TICE: les adopter avec prudence, selon Alain Chaptal. (Owni)
Paru dans Scolaire le mercredi 15 septembre 2010.
"L’exemple tout à fait caractéristique, c’est celui de l’école du futur, qui avait été ouverte en 2006 à Philadelphie avec un fort accompagnement de Microsoft. Cet établissement, dans une zone extrêmement difficile, avait une approche complètement radicale: une pédagogie constructiviste, des portables pour tous les élèves, une infrastructure très développée, aucun livre de cours, polycopié, tout accessible en wi-fi ou par le réseau. (...) L’exemple s’est fracassé", alerte Alain Chaptal (Paris-X), dans un entretien accordé au site OWNI, dans lequel il revient, entre autres, sur les différentes expérimentations aux États-Unis, en Angleterre, mais aussi en Suède, qui n’ont pas eu le "retour" escompté.
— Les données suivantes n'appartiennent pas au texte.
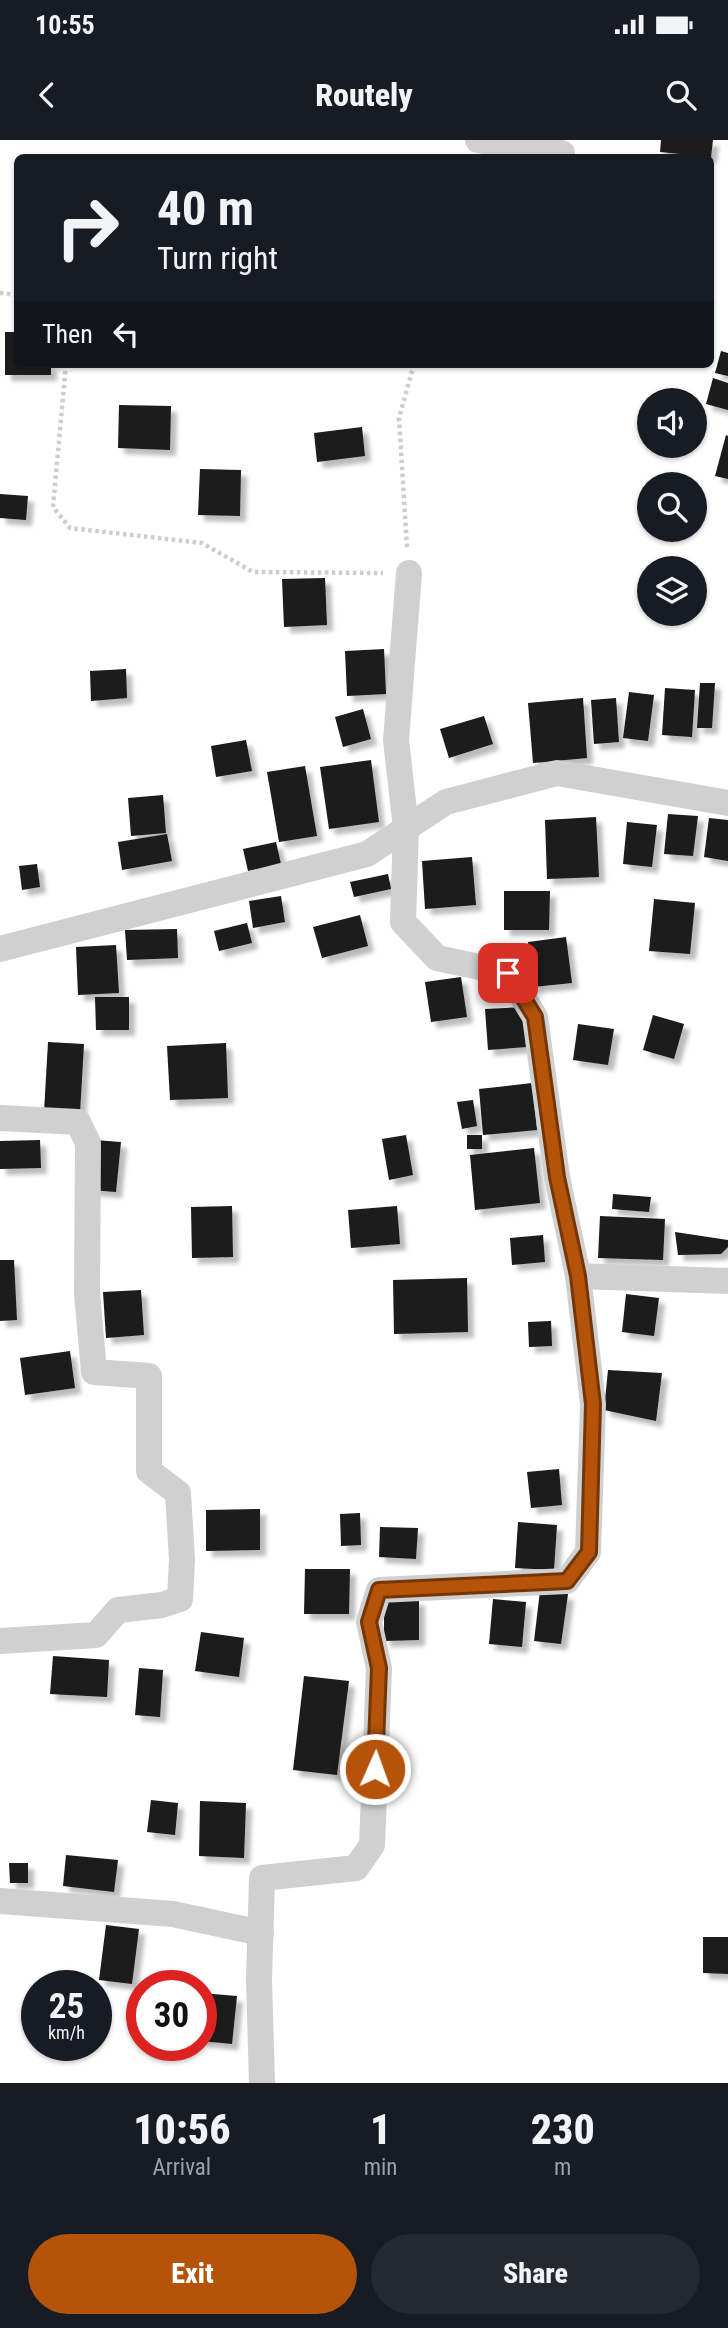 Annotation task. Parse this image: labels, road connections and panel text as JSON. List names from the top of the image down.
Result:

Il rappelle que le projet pédagogique de Philadelphie "s’est heurté à la réalité du système éducatif de Philadelphie". Cette pédagogie fondée uniquement sur le projet, sans notes, n'a pas été suivie par les enseignants, recrutés sur des procédures assez classiques, "ils n’étaient donc pas spécifiquement motivés par cette pédagogie qui leur était imposée". Second point, l'expérience rentrait en conflit avec les exigences du district scolaire (qui fait obligation de tester les élèves sur des matières, de mettre des notes, de respecter les tests des états etc). "Le modèle a donc dû évoluer vers une approche beaucoup plus classique", souligne A. Chaptal, qui ajoute qu' "il y a eu de gros problèmes de management, puisque cinq directeurs se sont succédés en quatre ans et notamment les personnes charismatiques à l’origine ont disparu".
Il alerte également sur l'accent mis sur l’individualisation de l’enseignement, via les TICE: "Cela peut pouvoir dire deux choses très différentes". Une bonne chose, selon A. Chaptal, serait que chaque enseignant puisse adapter "le plus étroitement possible" son cours au style personnel d’apprentissage de chaque élève ("Ce serait formidable, c’est le rêve de l’approche socratique de l’éducation"). En Suède, nuance-t-il, on demande à l’élève de prendre en charge lui-même une acquisition de connaissance ou de faits, en utilisant des ressources disponibles dans le centre documentaire ou sur Internet. " La capacité d’autonomie des élèves étant ce qu’elle est", cette individualisation pourrait aboutir à creuser les inégalités et à baisser le niveau général, selon le chercheur. "De tels problèmes se posent déjà en Suède".